Here’s how I configured my WordPress server to handle huge traffic spikes. It’s easier than you think.
For those who have seen smoke coming from your server in the garage, you know.
But for those who haven’t, here’s a bit of history as I remember it:
In the 1990s Slashdot used to link to interesting websites and blogs. If you wrote about using Linux as a NAT router for your entire University, assembled a huge aircraft carrier out of Legos, built a nuclear reactor in your basement, or made a roller coaster in your backyard; you’d end up on Slashdot.
Slashdotted. The problem is Slashdot became so popular and drove so much traffic to small websites, it started crashing sites just by linking to them! It was similar to a denial of service (DoS) attack. This is the “Slashdot Effect“.
Twenty years later, a number of sites have been known to generate enough traffic to take a site down. Drudge Report, Reddit, Twitter, etc. This is notoriously known as the “Internet Hug of Death“.
There are plenty of hosting providers that will charge $2,000/month to handle this kind of load. But I’m a bit thrifty; it’s simple and inexpensive to engineer for this kind of traffic.
Here are the four steps I took to handle traffic spikes:
Step 1. Get a fast physical server
Although, I think step 4 would let you get away with a Pi, it doesn’t hurt to have a fast server. I have this site configured in a VM with 4-cores on a modern Xeon CPU and 8GB memory, which seems to be plenty, if not overkill. The physical host has 28 cores and 512GB memory, so I can vertically scale quite a bit if needed.

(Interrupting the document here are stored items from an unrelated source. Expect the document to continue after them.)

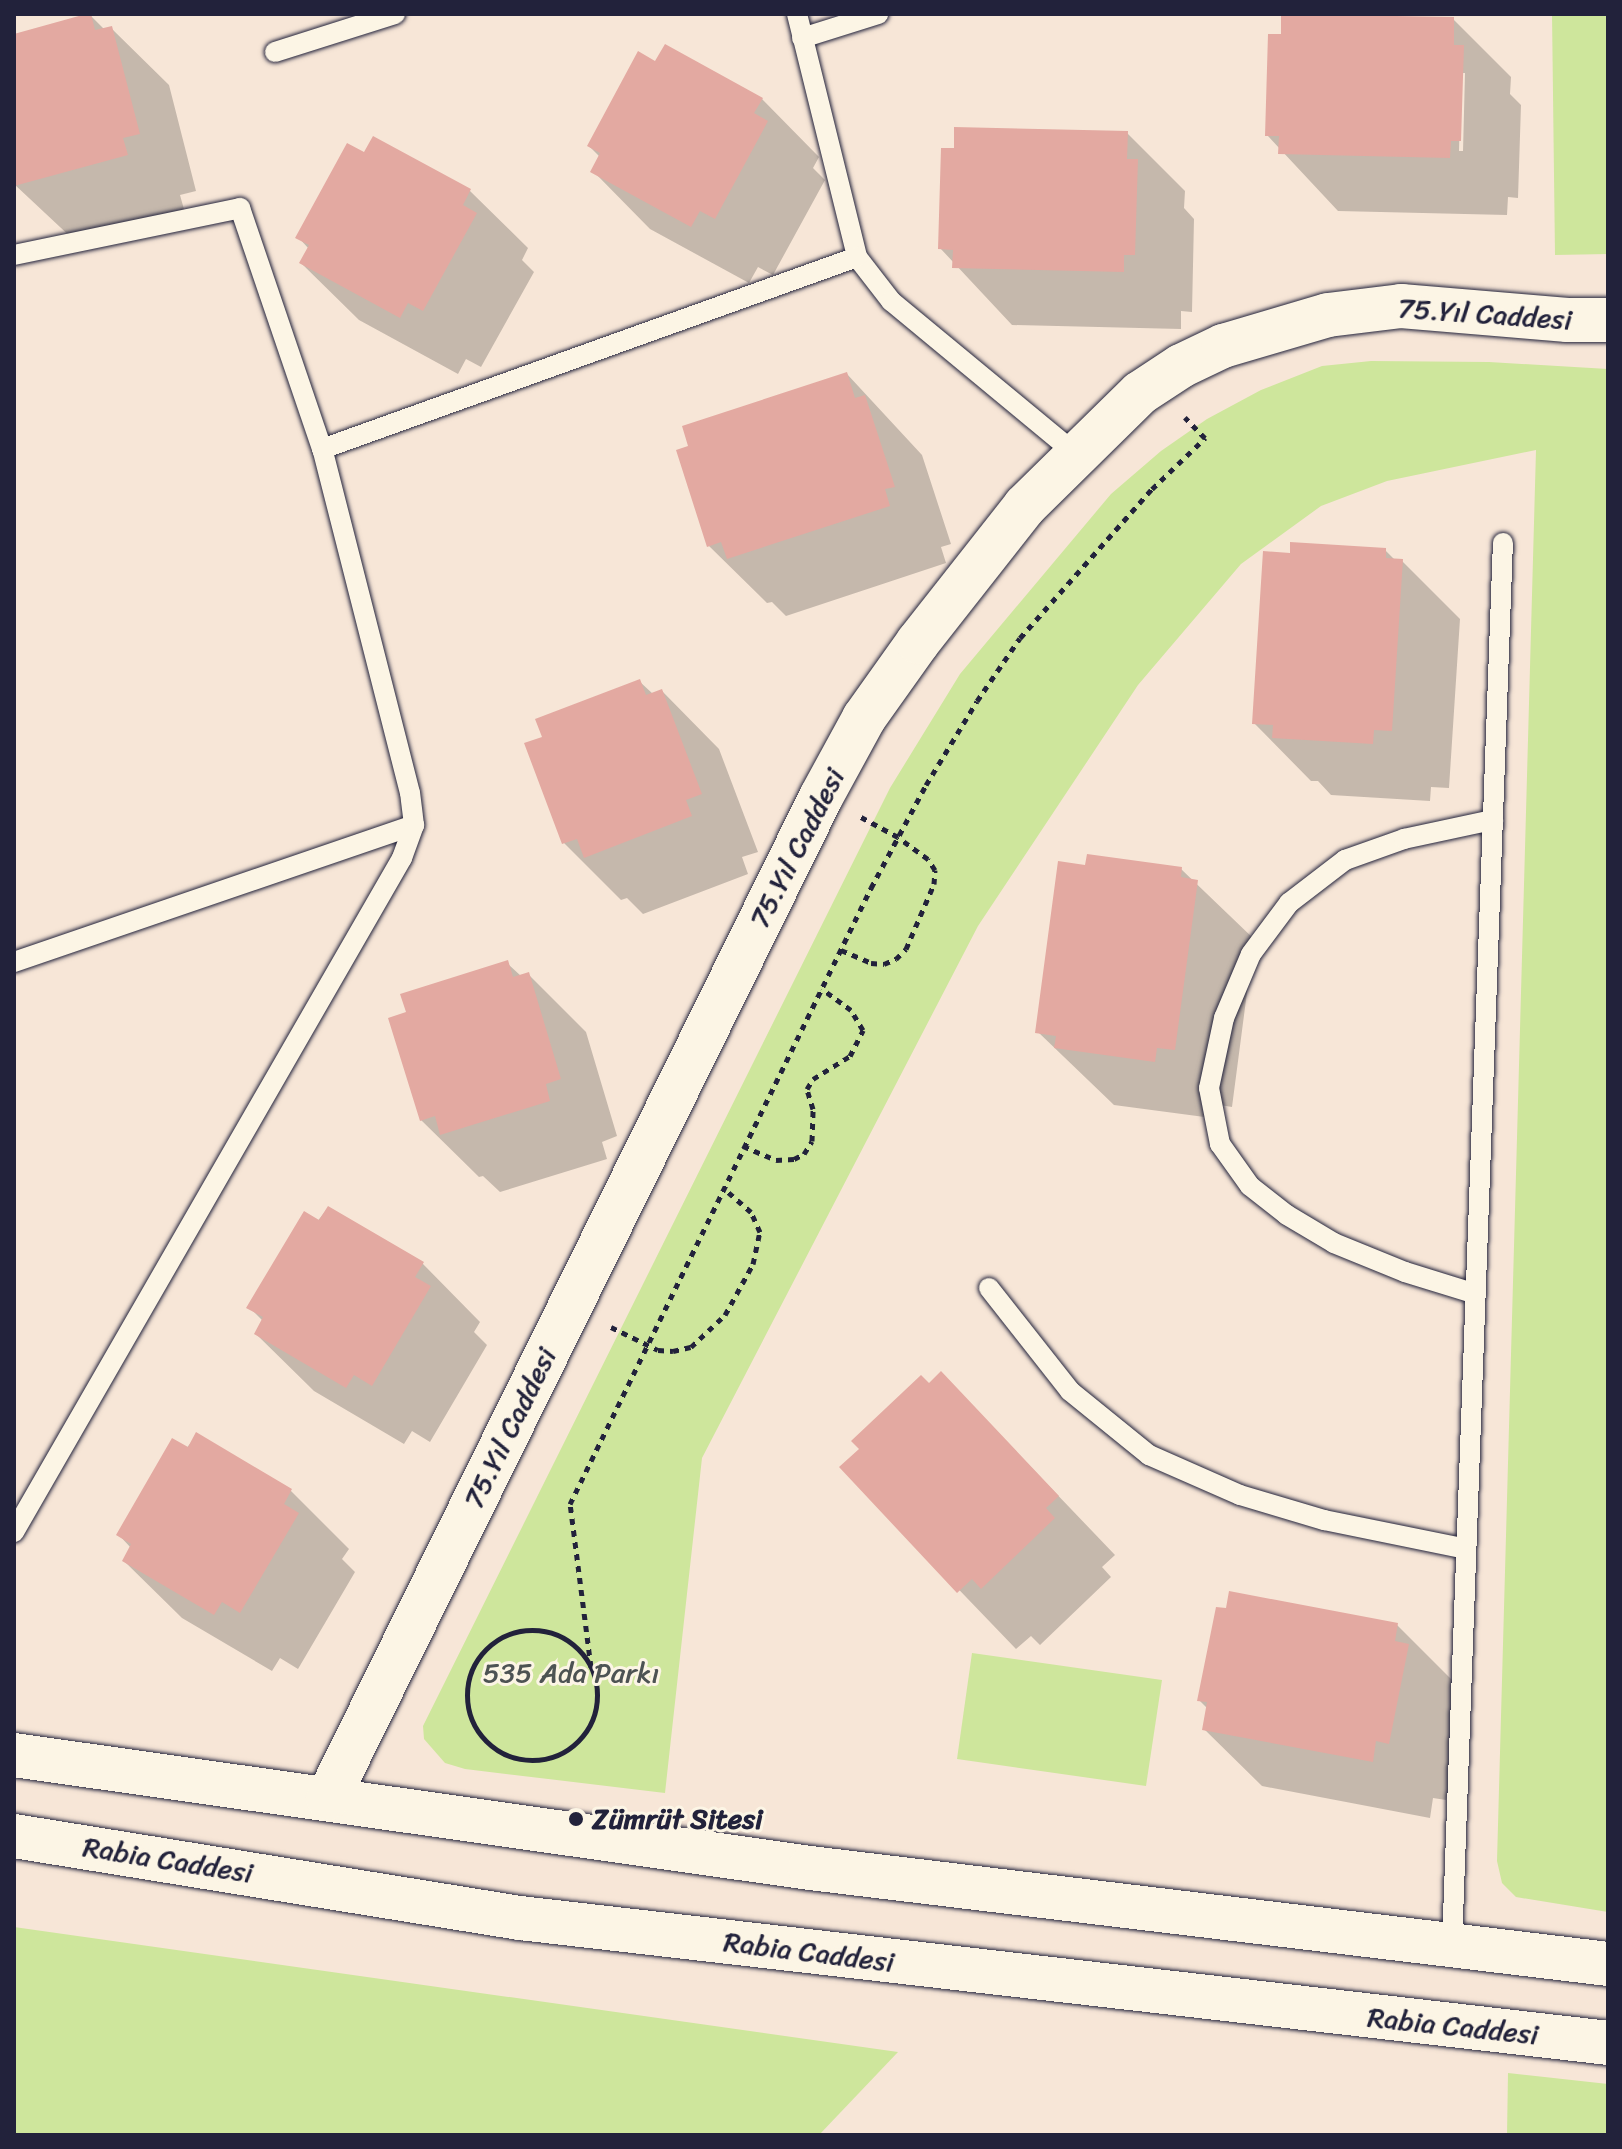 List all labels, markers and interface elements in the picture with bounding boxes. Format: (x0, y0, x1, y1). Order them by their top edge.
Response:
street label: 75.Yıl Caddesi (1398, 291, 1572, 337)
street label: 75.Yıl Caddesi (743, 763, 851, 933)
street label: 75.Yıl Caddesi (457, 1343, 563, 1513)
park label: 535 Ada Parkı (483, 1656, 659, 1690)
place label: Zümrüt Sitesi (592, 1802, 763, 1836)
marker: Zümrüt Sitesi (567, 1810, 585, 1828)
street label: Rabia Caddesi (81, 1830, 255, 1890)
street label: Rabia Caddesi (723, 1925, 895, 1979)
street label: Rabia Caddesi (1367, 2000, 1539, 2052)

Very little traffic actually hits the server because I use Cloudflare, but I like it to be able to handle the traffic just in case Cloudflare has problems. I run the server on Ubuntu 20.04 LTS under Proxmox.

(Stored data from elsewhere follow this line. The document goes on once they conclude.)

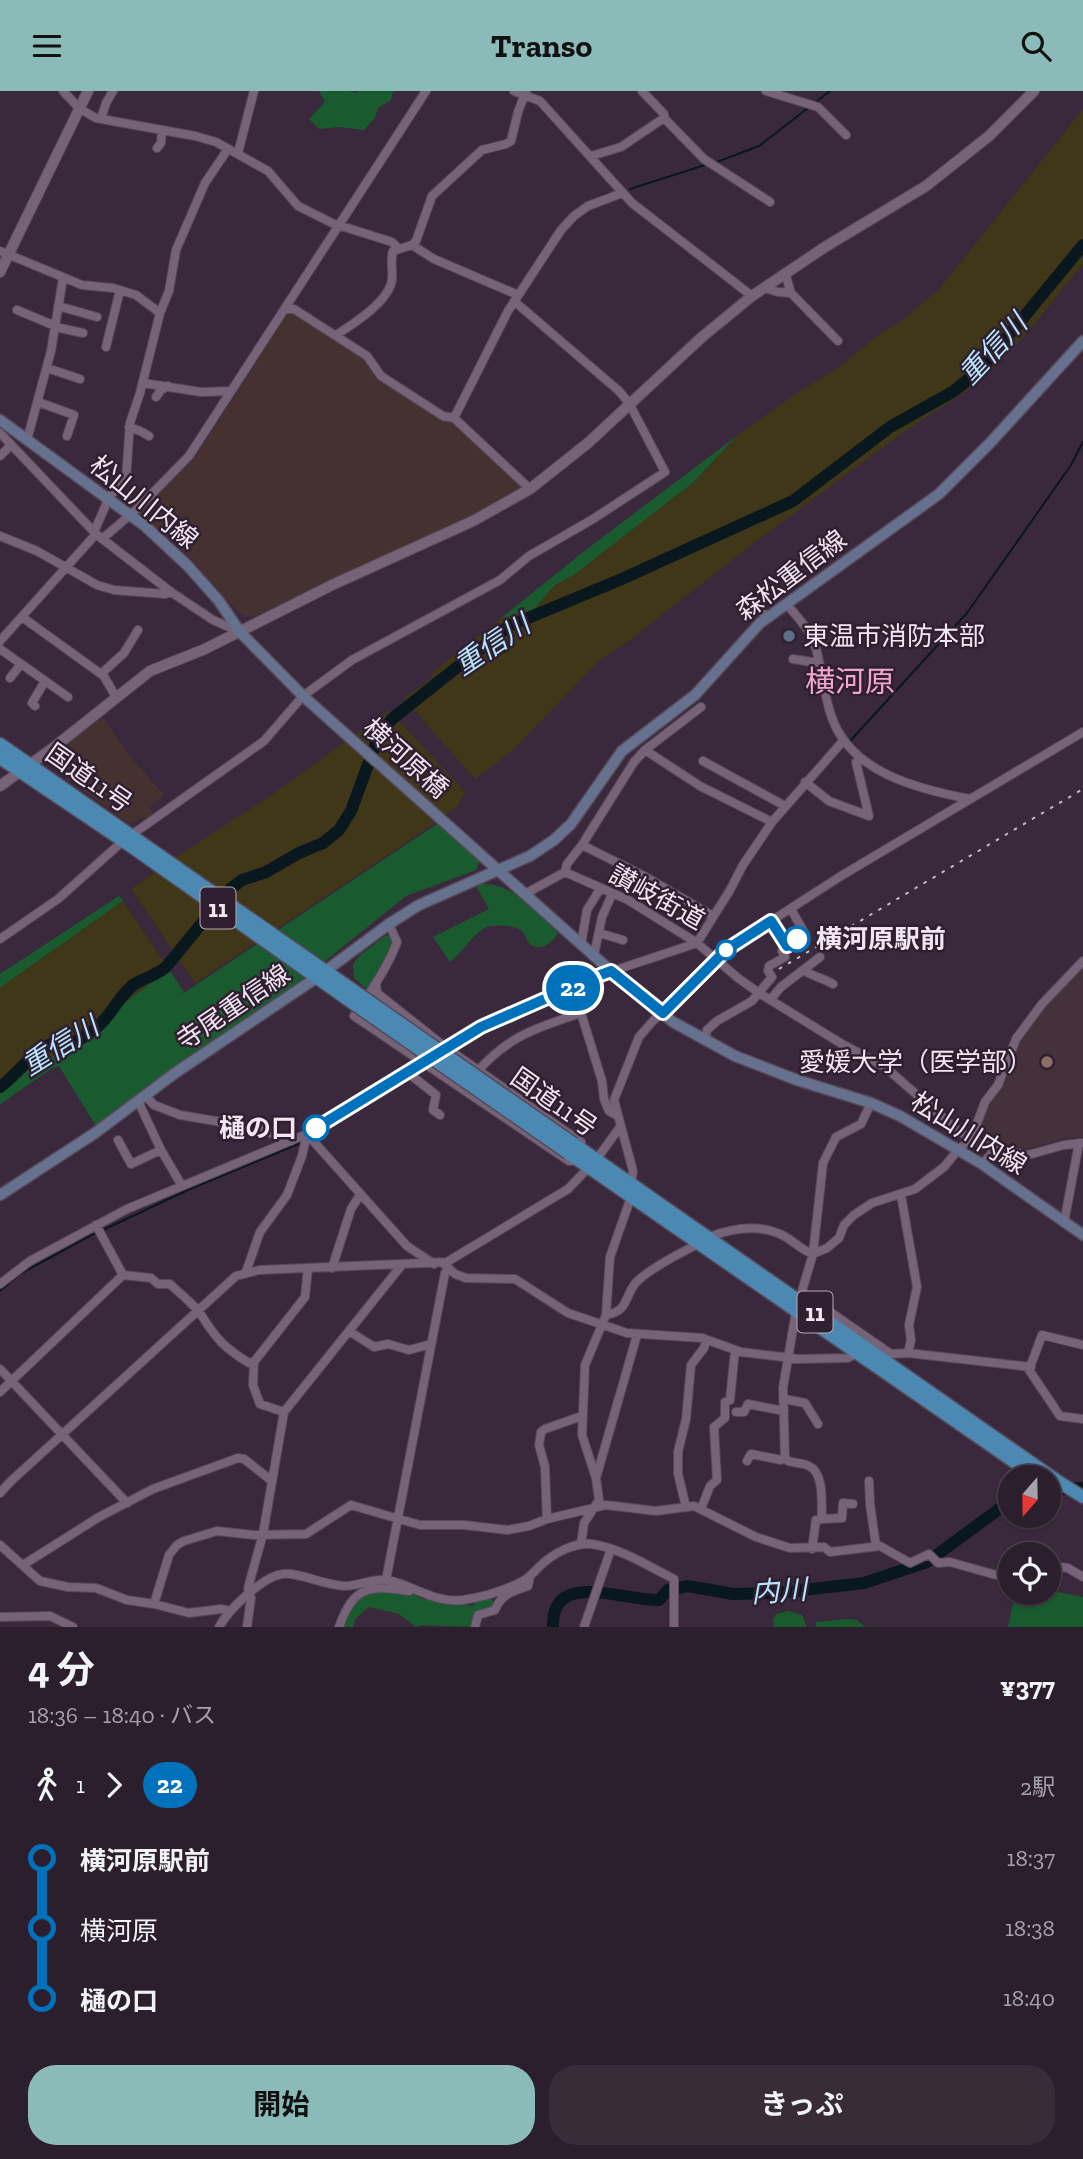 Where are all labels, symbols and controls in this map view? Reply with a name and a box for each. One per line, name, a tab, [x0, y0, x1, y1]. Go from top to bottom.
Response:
icon: menu	[28, 27, 66, 65]
text: Transo	[491, 27, 592, 65]
icon: search	[1017, 27, 1055, 65]
water label: 重信川	[952, 305, 1036, 391]
street label: 松山川内線	[83, 449, 205, 555]
street label: 森松重信線	[729, 523, 853, 627]
water label: 重信川	[448, 606, 539, 682]
place label: 東温市消防本部	[803, 620, 985, 652]
marker: 東温市消防本部	[781, 628, 797, 644]
district label: 横河原	[805, 664, 895, 700]
street label: 横河原橋	[357, 711, 455, 805]
street label: 国道11号	[40, 737, 138, 819]
street label: 讃岐街道	[604, 858, 710, 936]
road number: 11	[200, 887, 235, 929]
place label: 横河原駅前	[816, 923, 946, 955]
marker: 横河原駅前	[784, 926, 810, 952]
unlabelled marker	[716, 940, 736, 960]
street label: 寺尾重信線	[170, 957, 296, 1057]
line badge: 22	[542, 965, 604, 1011]
text: 22	[560, 973, 586, 1002]
water label: 重信川	[16, 1008, 107, 1082]
place label: 愛媛大学（医学部）	[799, 1046, 1033, 1078]
marker: 愛媛大学（医学部）	[1039, 1054, 1055, 1070]
street label: 国道11号	[505, 1061, 603, 1143]
street label: 松山川内線	[905, 1085, 1033, 1181]
place label: 樋の口	[219, 1112, 297, 1144]
marker: 樋の口	[303, 1115, 329, 1141]
road number: 11	[798, 1291, 832, 1332]
north arrow	[998, 1465, 1060, 1528]
map controls	[998, 1465, 1061, 1605]
button: locate	[998, 1542, 1061, 1605]
water label: 内川	[750, 1572, 811, 1609]
text: 4 分	[28, 1647, 95, 1693]
text: ¥377	[1000, 1671, 1055, 1703]
text: 18:36 – 18:40 · バス	[28, 1701, 216, 1729]
icon: walk	[28, 1766, 66, 1804]
icon: forward	[95, 1766, 133, 1804]
text: 22	[157, 1770, 183, 1799]
text: 1	[76, 1771, 85, 1799]
text: 2駅	[1020, 1773, 1055, 1801]
text: 18:37	[1007, 1844, 1055, 1872]
text: 横河原駅前	[80, 1845, 210, 1877]
text: 18:38	[1005, 1914, 1055, 1942]
text: 横河原	[80, 1915, 158, 1947]
text: 18:40	[1003, 1984, 1055, 2012]
text: 樋の口	[80, 1985, 158, 2017]
button: 開始	[28, 2065, 535, 2145]
button: きっぷ	[549, 2065, 1055, 2145]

Step 2. Use an efficient web server
I learned the hard way that Apache runs out of CPU and memory when handling large concurrent loads. NGINX or OpenLiteSpeed are much better at serving a large number of simultaneous requests. I use OpenLiteSpeed, because it integrates well with the LiteSpeed Cache WordPress plugin. I believe LiteSpeed Cache is the most comprehensive WordPress caching system that doesn’t cost a dime.
Step 3. Page caching.
Use a page cache like WP-Rocket, FlyingPress, or if you’re cheap like me, LiteSpeed Cache to reduce load. This turns dynamic pages generated from PHP into pre-generated static pages ready to be served.

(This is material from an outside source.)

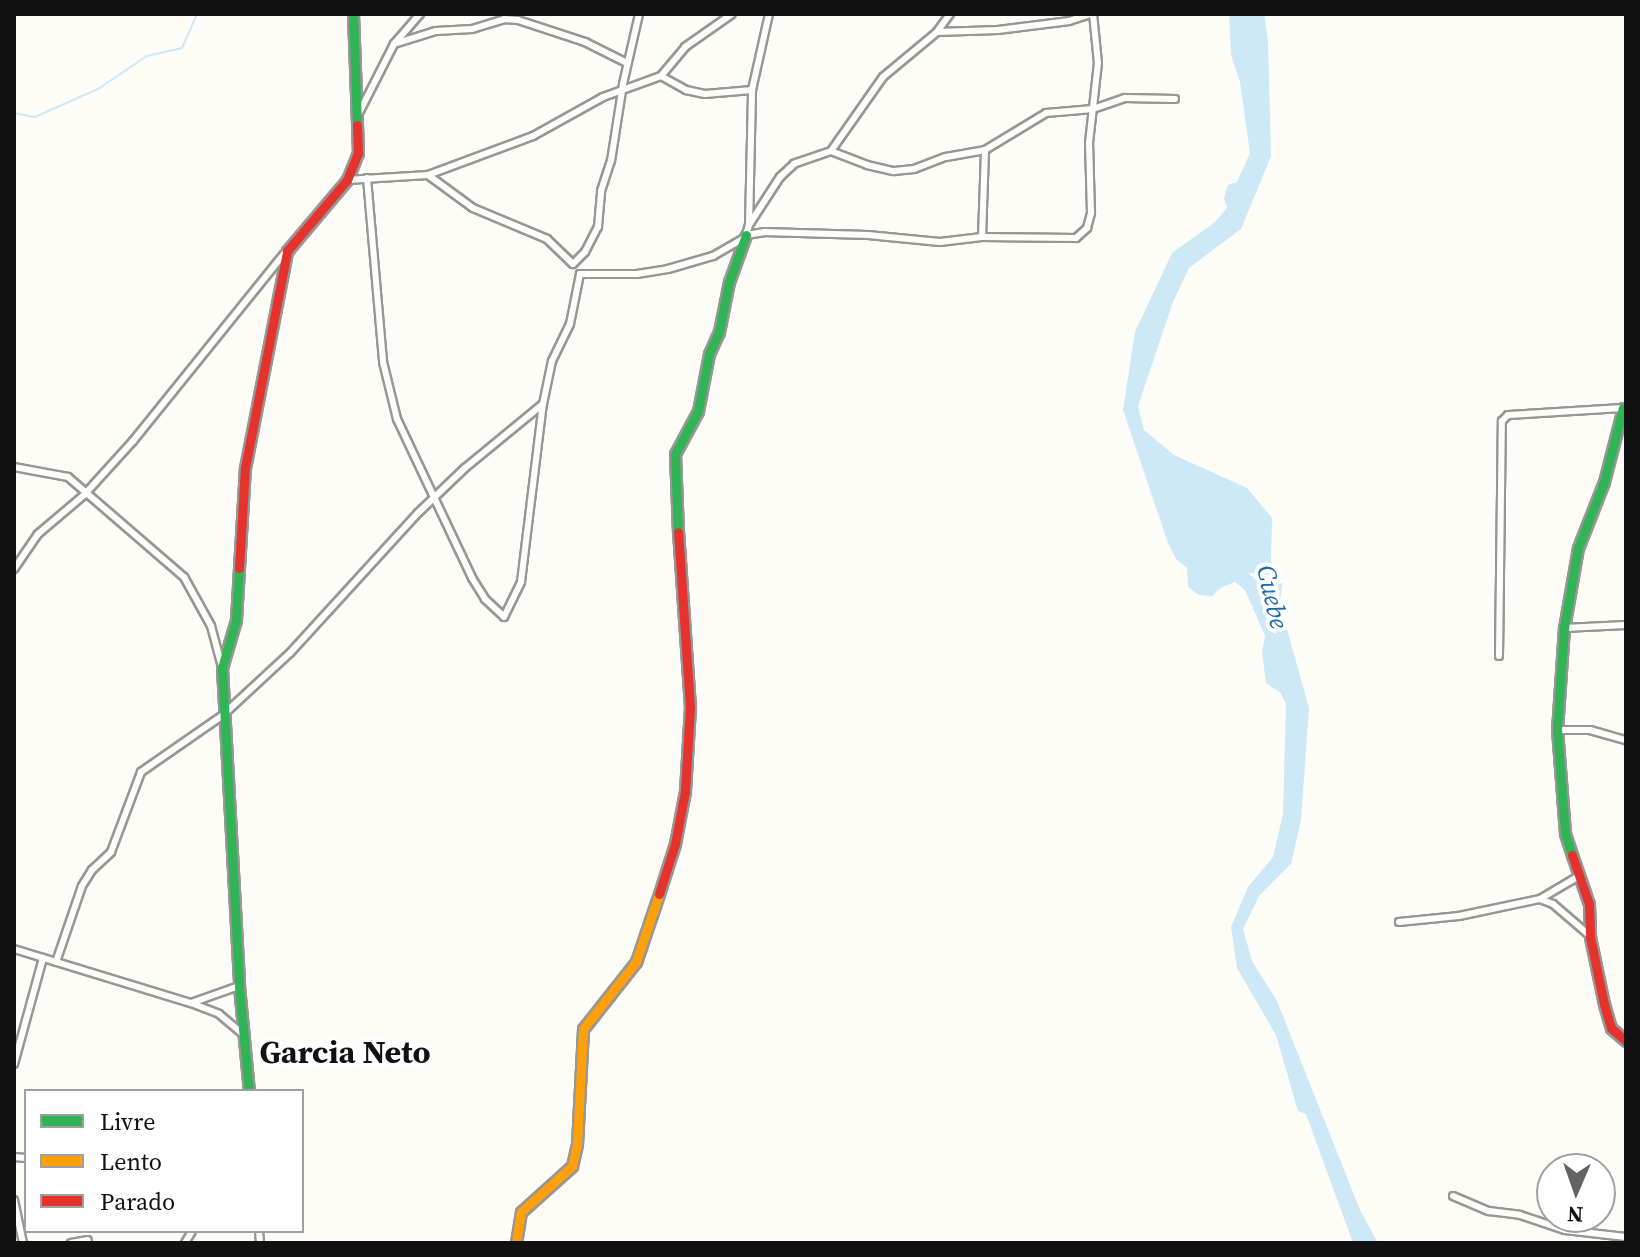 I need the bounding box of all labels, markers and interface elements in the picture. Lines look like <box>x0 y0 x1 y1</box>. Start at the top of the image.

Now, just these three steps are enough to handle a front-page hit on Reddit, Slashdot, Twitter or Hacker News. Some sites can generate around 200 visitors per second (or 120,000 visitors per minute at peak). But it’s better to overbuild than regret it later which brings us to step 4…
A general rule of thumb is to overengineer websites by 100x.
Step 4. Edge Caching
A final layer to ensure survival is to use a proxy CDN such as Cloudflare, QUIC.cloud, or BunnyCDN. Those take the load off your origin server and serve cached dynamic content from edge locations. I use Cloudflare. Cloudflare has so many locations you’re within 50ms of most of the population–this site gets cached at these locations:
I configured Cloudflare to do Page Caching, and use Cache Rules instead of Page Rules following the CF Cache Rules Implementation Guide (I don’t user Cloudflare Super Cache, but their guide works fantastic with LiteSpeed Cache). This allows you to cache dynamic content while making sure not to cache data for logged-in users.
A Warning about CDNs — so I’ve tried to use CDNs to optimize and host images in the past, but CDNs seem to have problems delivering images under heavy load. So I host images myself and use ShortPixel’s Optimizer to pre-generate and store multiple optimized copies of each image. This seems more reliable for my scenario. Cloudflare still caches images but not generated on the fly.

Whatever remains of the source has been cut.